With 7 direct reports, Dimitri has a team of testers that use both manual and automated testing methods. He believes that the two methods really shouldn’t be siloed away from each other.
The Two Inevitably Intertwine
With every member of Dimitri’s team being capable of writing at least very basic code (e.g., in bash), they’re able to stay agile and create a testing culture where no lines need to be drawn between manual and automated testing.
“Every now and then you need to automate routine activities.”
For example, you may have an output of 10 columns of text or numbers, and you only need two of them. To cut off the unwanted eight columns, you’d script something.

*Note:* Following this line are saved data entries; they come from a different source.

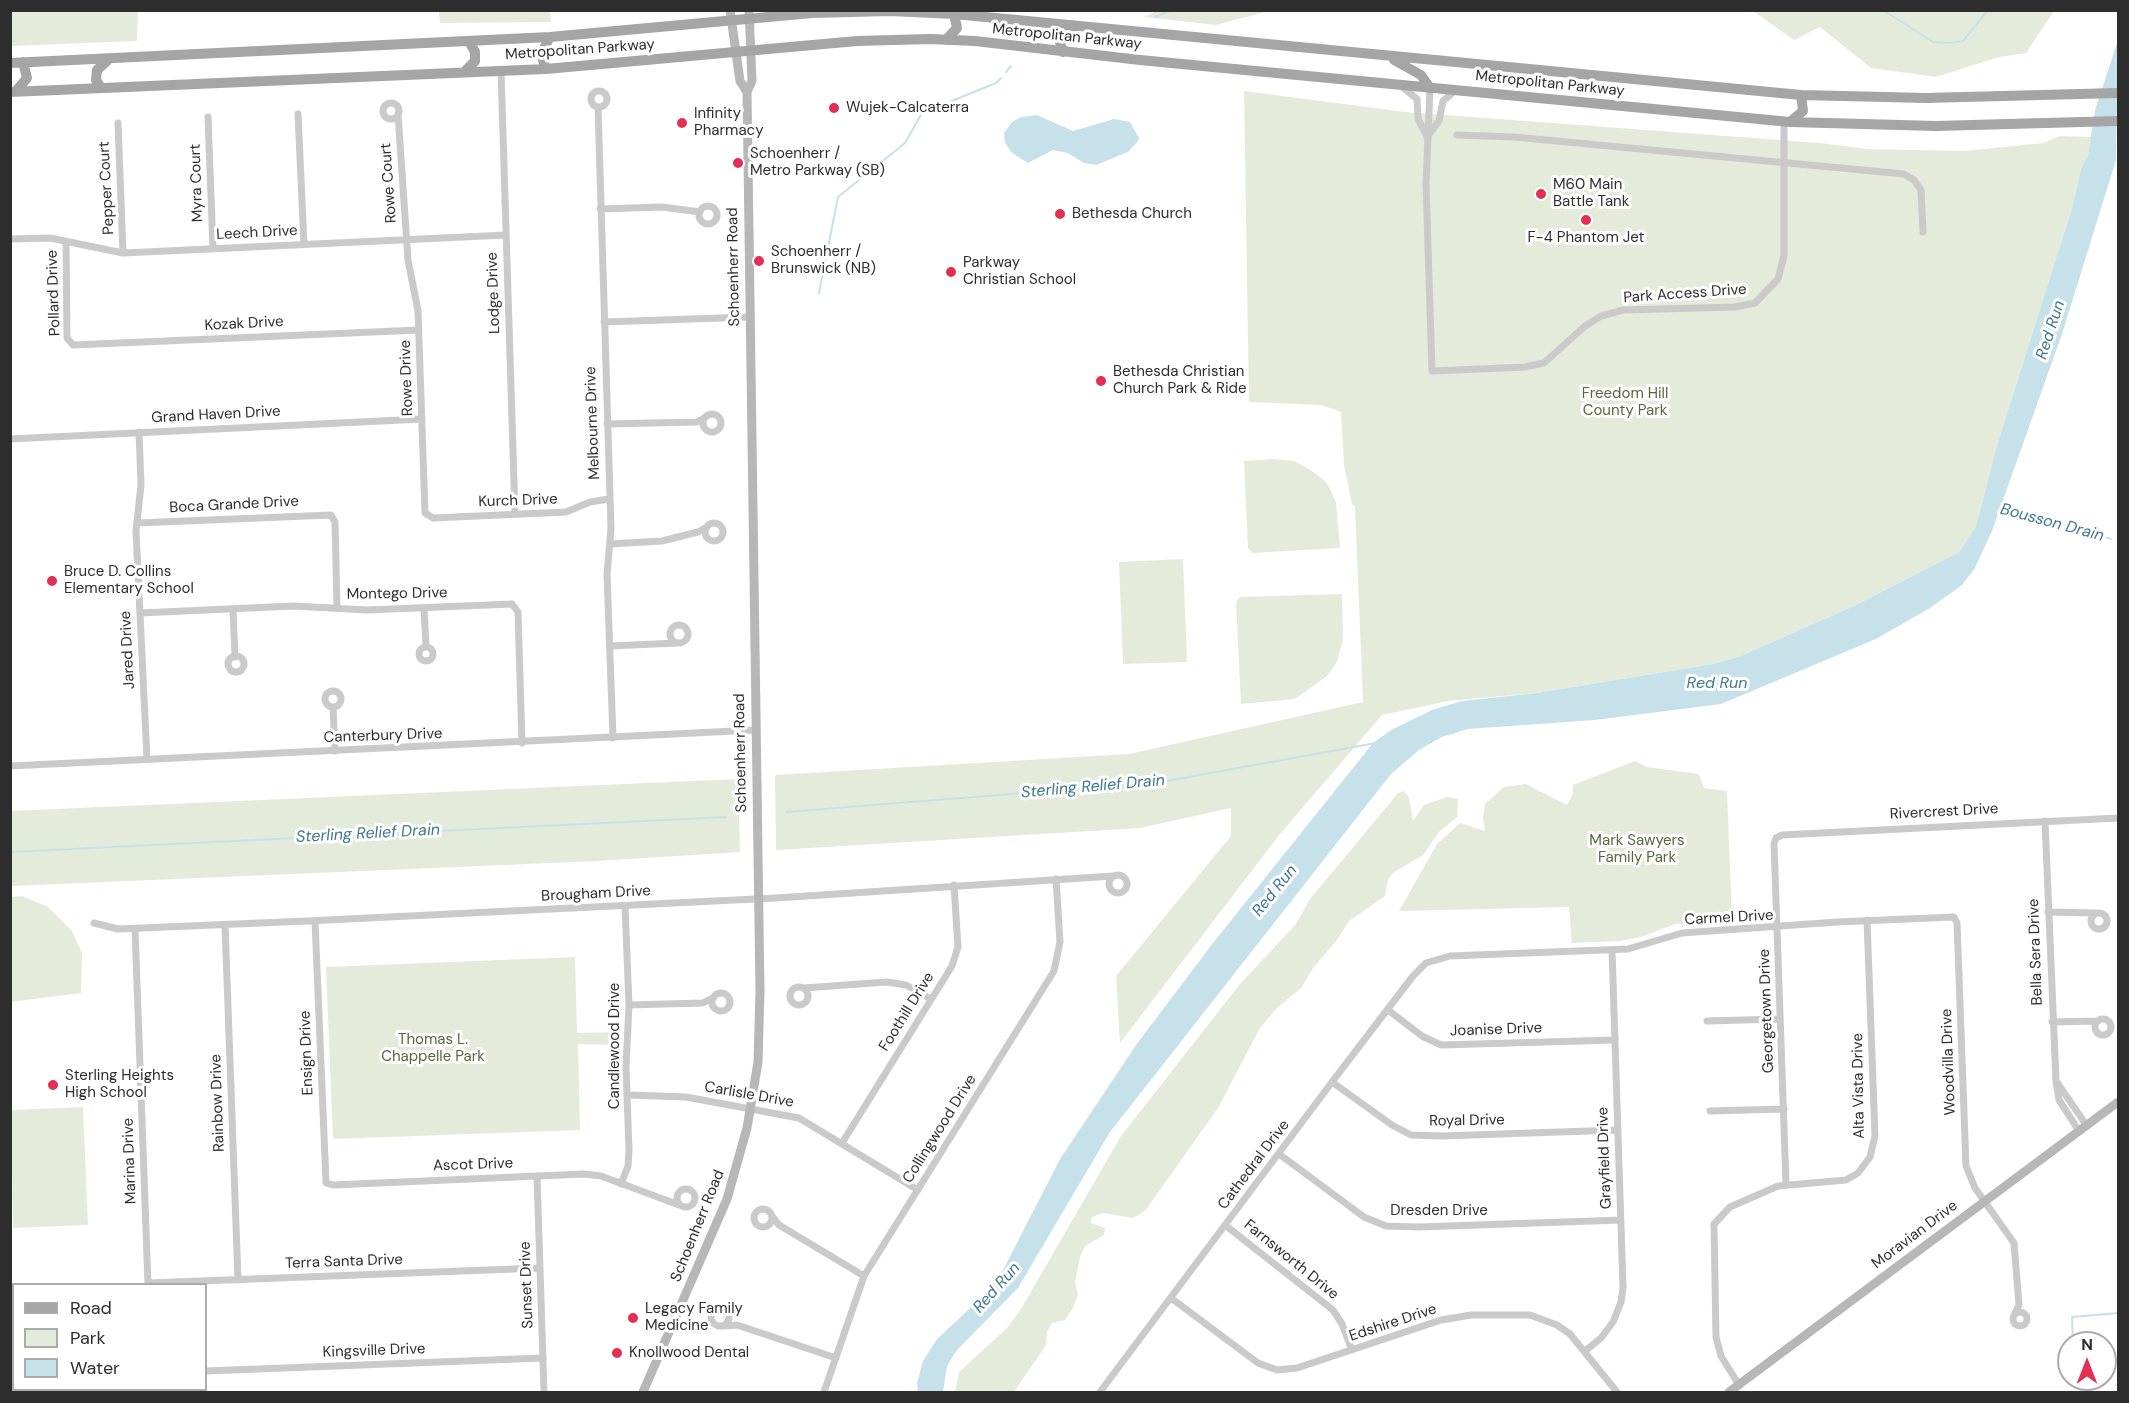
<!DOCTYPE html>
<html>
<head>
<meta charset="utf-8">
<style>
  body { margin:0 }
  #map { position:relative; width:2129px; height:1403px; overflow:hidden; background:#fff; font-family:"DM Sans",sans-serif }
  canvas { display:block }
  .frame { position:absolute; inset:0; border:12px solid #2d2d2d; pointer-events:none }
  .legend { position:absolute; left:12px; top:1283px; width:195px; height:108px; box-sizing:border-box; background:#fff; border:2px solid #ababab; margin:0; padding:8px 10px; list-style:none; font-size:18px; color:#2d2d2d }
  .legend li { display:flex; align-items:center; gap:12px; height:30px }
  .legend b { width:30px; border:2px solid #ababab }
  .north { position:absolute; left:2057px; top:1331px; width:60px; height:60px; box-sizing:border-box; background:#fff; border:2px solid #ababab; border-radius:50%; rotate:0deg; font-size:16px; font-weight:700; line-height:24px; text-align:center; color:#2d2d2d }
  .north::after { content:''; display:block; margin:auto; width:21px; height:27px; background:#e33052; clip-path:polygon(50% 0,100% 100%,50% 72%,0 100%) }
</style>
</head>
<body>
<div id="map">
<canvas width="2129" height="1403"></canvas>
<div class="frame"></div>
<ul class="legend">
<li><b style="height:8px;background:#a5a5a5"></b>Road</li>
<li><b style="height:16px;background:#e5ebda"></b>Park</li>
<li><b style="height:16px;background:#c7e1eb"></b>Water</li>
</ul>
<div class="north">N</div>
</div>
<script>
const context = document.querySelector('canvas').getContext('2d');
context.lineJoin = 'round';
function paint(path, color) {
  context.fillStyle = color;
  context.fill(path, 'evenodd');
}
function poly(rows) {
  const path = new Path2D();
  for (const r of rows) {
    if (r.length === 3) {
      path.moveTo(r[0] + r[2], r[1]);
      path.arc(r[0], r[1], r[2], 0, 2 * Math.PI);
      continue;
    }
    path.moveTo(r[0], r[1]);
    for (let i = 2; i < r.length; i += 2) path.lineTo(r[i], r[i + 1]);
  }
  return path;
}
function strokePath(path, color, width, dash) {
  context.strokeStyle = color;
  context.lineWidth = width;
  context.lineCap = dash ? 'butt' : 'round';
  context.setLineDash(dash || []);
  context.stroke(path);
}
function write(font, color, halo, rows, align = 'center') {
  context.font = font + ' "DM Sans",sans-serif';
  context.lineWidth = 6;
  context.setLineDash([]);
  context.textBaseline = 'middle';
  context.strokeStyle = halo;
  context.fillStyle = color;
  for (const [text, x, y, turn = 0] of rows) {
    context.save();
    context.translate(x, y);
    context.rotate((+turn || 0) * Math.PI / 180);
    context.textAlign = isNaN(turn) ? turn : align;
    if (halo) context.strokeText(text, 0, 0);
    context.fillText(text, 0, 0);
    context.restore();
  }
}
const green = poly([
  [10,11,138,11,137,41,11,46],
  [439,11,550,11,551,22,440,23],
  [1157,11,1157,10,1269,11,1216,25,1144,17],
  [1753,11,2054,11,2026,53,1999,57,1936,77,1871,68,1820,27,1794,40],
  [1244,91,1405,112,1820,143,1867,149,1964,151,2043,143,2060,136,2091,137,2088,155,2081,169,2072,208,1997,445,1976,526,1959,552,1856,605,1741,656,1713,664,1537,693,1448,701,1382,715,1280,834,1120,1043,1116,976,1231,836,1231,808,1140,828,776,850,775,775,1129,754,1363,702,1355,506,1352,504,1344,465,1341,412,1321,405,1249,402],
  [1274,459,1294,461,1307,468,1322,478,1329,487,1336,502,1340,548,1252,553,1248,548,1244,461],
  [1183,559,1187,662,1123,664,1119,562],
  [1342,594,1343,640,1337,662,1327,676,1295,699,1241,704,1236,602,1240,597],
  [1635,761,1647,767,1699,774,1704,788,1727,791,1732,922,1675,924,1641,937,1620,941,1572,943,1569,907,1399,911,1437,844,1460,823,1485,831,1483,817,1485,804,1504,787,1526,784,1567,805,1573,794,1573,785],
  [738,779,740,852,597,861,11,886,11,811],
  [1404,791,1409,797,1413,821,1424,805,1447,797,1458,799,1457,817,1439,832,1423,855,1393,873,1388,880,1385,896,1349,921,1337,940,1313,968,1301,988,1278,1007,1260,1028,1218,1108,1145,1211,1133,1218,1103,1213,1092,1217,1091,1223,1105,1228,1104,1235,1085,1246,1080,1257,1075,1282,1078,1294,1073,1308,1065,1320,1052,1323,1047,1332,1046,1345,1014,1392,955,1392,959,1372,1007,1328,1021,1309,1121,1136,1240,984,1296,924,1310,899,1398,793],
  [22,896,48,907,72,931,82,953,81,993,11,1002,11,897],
  [575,957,577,1033,619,1032,618,1045,578,1044,580,1130,333,1139,326,967],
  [83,1107,88,1225,13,1228,11,1110]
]);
const water = poly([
  [2118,40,2116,160,2062,334,1992,531,1975,568,1962,585,1930,608,1876,639,1721,704,1595,720,1468,729,1442,737,1419,750,1391,774,1110,1132,1018,1288,957,1350,947,1366,943,1392,918,1392,917,1383,923,1361,937,1339,983,1296,1002,1272,1060,1159,1136,1045,1213,943,1373,743,1391,730,1432,710,1462,701,1537,693,1713,664,1741,656,1856,605,1959,552,1976,526,1997,445,2072,208,2081,169,2088,155,2095,110],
  [1037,115,1073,131,1114,119,1130,122,1139,138,1138,141,1128,152,1096,165,1084,163,1068,153,1053,150,1028,163,1012,153,1005,143,1004,133,1012,122,1021,117]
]);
const stream = poly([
  [1883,10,1933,42,1950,43,1963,41,1988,10],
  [1155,17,1172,10],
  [1006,72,1011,66],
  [819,293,838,197,905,143,922,113,996,83,1001,78],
  [1998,508,2111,539],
  [786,812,1161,782,1376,743],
  [10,852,726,817],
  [2073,1343,2072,1317,2118,1313]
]);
const street = poly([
  [501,71,515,514],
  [1401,86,1417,99,1418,119,1427,136],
  [1430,88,1426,184,1432,371,1525,367,1544,363,1585,326,1601,316,1623,310,1735,307,1755,303,1778,279,1784,256,1784,122],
  [599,99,8],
  [391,111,8],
  [598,107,611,528,607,574,613,738],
  [298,114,304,244],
  [398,114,408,260,418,311,425,513,433,518,566,512,590,502,609,499],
  [208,117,213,249],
  [118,123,123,253],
  [1429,134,1439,121,1443,101,1456,90],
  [1457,135,1514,137,1904,174,1914,180,1921,190,1923,232],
  [708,215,9],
  [600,209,662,207,700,212],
  [10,239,50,238,123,253,506,235],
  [66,242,67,338,73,345,419,330],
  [604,322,750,317],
  [712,423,9],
  [607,424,697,422,706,417],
  [139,432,141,485,136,531,147,759],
  [10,439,422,419],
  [137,523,331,515,335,522,337,608],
  [714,532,9],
  [610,544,662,541,698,532,707,527],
  [424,608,426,646],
  [233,609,235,657],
  [140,613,294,606,367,610,512,604,518,612,522,743],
  [679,634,9],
  [610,646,677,643],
  [426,654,7],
  [236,664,8],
  [333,699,8],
  [333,707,335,751],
  [10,766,756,730],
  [2045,821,2056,1081],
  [1118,884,9],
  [2048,912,2096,913],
  [2099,921,8],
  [315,921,326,1183,333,1185,584,1174,601,1176,679,1205],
  [94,923,118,929,307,921,776,898,1113,876],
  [225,925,238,1280],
  [135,929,148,1284],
  [799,996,9],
  [804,988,887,982,906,985,931,999],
  [721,1002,9],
  [629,1005,703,1003,714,997],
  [1388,1010,1422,1036,1441,1045,1615,1040],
  [2103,1027,8],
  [1707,1021,1780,1019],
  [2052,1022,2098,1021],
  [1332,1082,1392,1125,1411,1135,1442,1136,1618,1130],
  [628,1095,686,1097,799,1118,918,1190],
  [1710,1111,1784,1109],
  [2079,1131,2059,1100,2056,1081,2087,1126],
  [842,1143,952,966,958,947,954,885],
  [1279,1154,1364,1217,1386,1226,1419,1227,1621,1220],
  [537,1176,544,1392],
  [621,1184,628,1166,629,1150,626,1067,629,1005,625,906],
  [1786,1184,1774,844,1776,838,1782,835,2118,818],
  [686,1198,9],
  [763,1218,9],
  [772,1216,779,1225,864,1276],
  [1225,1225,1333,1310,1342,1324,1352,1350],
  [148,1283,540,1268],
  [1171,1298,1258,1363,1277,1370,1297,1368,1441,1320,1471,1315,1530,1315,1557,1325,1570,1334,1617,1392],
  [720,1317,9],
  [2020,1319,7],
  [724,1326,737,1325,836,1358],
  [1585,1351,1601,1338,1613,1322,1621,1302,1623,1288,1612,950],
  [206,1371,543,1358],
  [1739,1385,1721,1356,1716,1337,1714,1224,1730,1207,1778,1186,1846,1180,1858,1173,1870,1157,1875,1136,1867,920],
  [152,1390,153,1392],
  [824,1392,864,1276,1054,971,1060,942,1056,879],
  [1100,1392,1332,1082,1413,976,1426,963,1450,956,1628,949,1682,933,1837,922,1954,917,1957,923,1966,1166,1975,1188,2014,1243,2019,1305,2015,1313]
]);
const secondary = poly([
  [730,10,740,81,747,92],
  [643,1392,727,1199,747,1128,758,1062,760,992,747,92,752,81,749,10],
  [1729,1392,2118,1102]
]);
const primary = poly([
  [946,40,957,28,954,14],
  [1063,52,1060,42,1062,35,1075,26],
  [1394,60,1421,75,1430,88],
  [10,63,550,37,812,13,890,11,954,14,1801,95,1926,98,2118,93],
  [546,69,541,54,550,37],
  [464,72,475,61,475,52,469,41],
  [101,88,96,80,97,70,109,59],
  [16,91,27,78,23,62],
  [10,92,546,69,857,41,930,39,975,41,1140,60,1790,122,1936,126,2118,121],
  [1790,122,1803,111,1801,95]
]);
const markers = [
  [834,108,6,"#e33052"],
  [682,123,6,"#e33052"],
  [738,163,6,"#e33052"],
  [1541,194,6,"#e33052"],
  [1060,214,6,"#e33052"],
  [1586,220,6,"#e33052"],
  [759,261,6,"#e33052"],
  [951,272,6,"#e33052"],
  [1101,381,6,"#e33052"],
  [52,581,6,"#e33052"],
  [53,1085,6,"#e33052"],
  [633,1318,6,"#e33052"],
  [617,1353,6,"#e33052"]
];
const streetNames = [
  ["Metropolitan Parkway",1067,37,6],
  ["Metropolitan Parkway",580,50,-4],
  ["Metropolitan Parkway",1550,84,6],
  ["Myra Court",197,183,-92],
  ["Rowe Court",389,183,-94],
  ["Pepper Court",107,188,-93],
  ["Leech Drive",257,233,-3],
  ["Schoenherr Road",734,267,-91],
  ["Pollard Drive",54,293,-92],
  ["Lodge Drive",494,293,-92],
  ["Park Access Drive",1685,294,-4],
  ["Kozak Drive",244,324,-3],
  ["Rowe Drive",407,378,-92],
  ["Grand Haven Drive",216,415,-3],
  ["Melbourne Drive",593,423,-92],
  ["Kurch Drive",518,501,-2],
  ["Boca Grande Drive",234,505,-3],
  ["Montego Drive",397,594,-1],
  ["Jared Drive",128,650,-93],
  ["Canterbury Drive",383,736,-2],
  ["Schoenherr Road",741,753,-91],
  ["Rivercrest Drive",1944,812,-3],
  ["Brougham Drive",596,894,-3],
  ["Carmel Drive",1729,918,-3],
  ["Bella Sera Drive",2036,952,-92],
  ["Georgetown Drive",1767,1011,-92],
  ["Foothill Drive",907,1012,-58],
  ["Joanise Drive",1496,1030,-2],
  ["Candlewood Drive",615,1046,-90],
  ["Ensign Drive",307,1053,-92],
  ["Woodvilla Drive",1949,1062,-92],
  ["Alta Vista Drive",1859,1086,-91],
  ["Carlisle Drive",749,1095,10],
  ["Rainbow Drive",218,1103,-92],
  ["Royal Drive",1467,1121,-1],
  ["Collingwood Drive",940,1129,-58],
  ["Grayfield Drive",1605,1158,-92],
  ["Marina Drive",130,1161,-92],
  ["Ascot Drive",473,1165,-2],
  ["Cathedral Drive",1254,1165,-53],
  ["Dresden Drive",1439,1211],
  ["Schoenherr Road",698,1226,-68],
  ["Moravian Drive",1915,1235,-37],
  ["Farnsworth Drive",1291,1260,39],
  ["Terra Santa Drive",344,1262,-2],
  ["Sunset Drive",527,1285,-92],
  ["Edshire Drive",1393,1323,-18],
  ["Kingsville Drive",374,1351,-2]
];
const poiNames = [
  ["Wujek-Calcaterra",846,108],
  ["Infinity",694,114],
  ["Pharmacy",694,131],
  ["Schoenherr /",750,154],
  ["Metro Parkway (SB)",750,171],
  ["M60 Main",1553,185],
  ["Battle Tank",1553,202],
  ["Bethesda Church",1072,214],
  ["F-4 Phantom Jet",1586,238,"center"],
  ["Schoenherr /",771,252],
  ["Brunswick (NB)",771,269],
  ["Parkway",963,263],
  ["Christian School",963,280],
  ["Bethesda Christian",1113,372],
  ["Church Park & Ride",1113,389],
  ["Bruce D. Collins",64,572],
  ["Elementary School",64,589],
  ["Sterling Heights",65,1076],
  ["High School",65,1093],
  ["Legacy Family",645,1309],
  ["Medicine",645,1326],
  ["Knollwood Dental",629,1353]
];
const parkNames = [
  ["Freedom Hill",1625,394],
  ["County Park",1625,411],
  ["Mark Sawyers",1637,841],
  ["Family Park",1637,858],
  ["Thomas L.",433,1040],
  ["Chappelle Park",433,1057]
];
const waterNames = [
  ["Red Run",2051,330,-72],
  ["Bousson Drain",2052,523,15],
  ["Red Run",1717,684],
  ["Sterling Relief Drain",1093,787,-5],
  ["Sterling Relief Drain",368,834,-3],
  ["Red Run",1275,891,-51],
  ["Red Run",997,1288,-48]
];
paint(green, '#e5ebda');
paint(water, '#c7e1eb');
strokePath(stream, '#c7e1eb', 2);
strokePath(street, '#cacaca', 7);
strokePath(secondary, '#b7b7b7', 9);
strokePath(primary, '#a5a5a5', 10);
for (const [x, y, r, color] of markers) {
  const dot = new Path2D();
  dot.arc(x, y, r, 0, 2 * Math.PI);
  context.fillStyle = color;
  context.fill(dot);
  strokePath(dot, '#fff', 2);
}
write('15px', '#2d2d2d', '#fff', streetNames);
write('15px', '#2d2d2d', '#fff', poiNames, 'left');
write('15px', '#55683b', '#fff', parkNames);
write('italic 16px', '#3c788e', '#fff', waterNames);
</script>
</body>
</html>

As opposed to automated testing, Dimitri would argue that what you’re actually doing in such a case is programmatically manipulating data – an action that is still manual.
“That's my bottom line. I don't think there is a firm boundary to be drawn anywhere between the words ‘automated’ and ‘manual’.”
Should A Tester Learn Automation Skills?
We’ve already talked about the growth of the automated testing market. Growth, for the most part, is usually a good indicator of demand for talent.
Breaking into the role of an automation engineer is challenging, and sometimes it might seem like more trouble than it’s worth. When there’s still a clear need for manual testing, what’s the point of your uprooting your current ways just to follow the trend?
For Dimitri, it depends highly on the area the candidate is working in and the rate of change happening in that area.
“Generally speaking, you automate your tests for an area that isn’t going to change much and you don’t expect any surprises from it. But whenever you’re testing new functionality, you don’t just drop everything and rush to automating tests on something that may change tomorrow. That would be twice as much work.”
Keeping your skills up to date is an absolute necessity in any line of work, and the software industry is certainly no exception. As the testing market moves more and more towards automated tests, it is clear that a tester must have at least a functional understanding of automated testing while never forgetting the core methodologies that make manual testing so effective.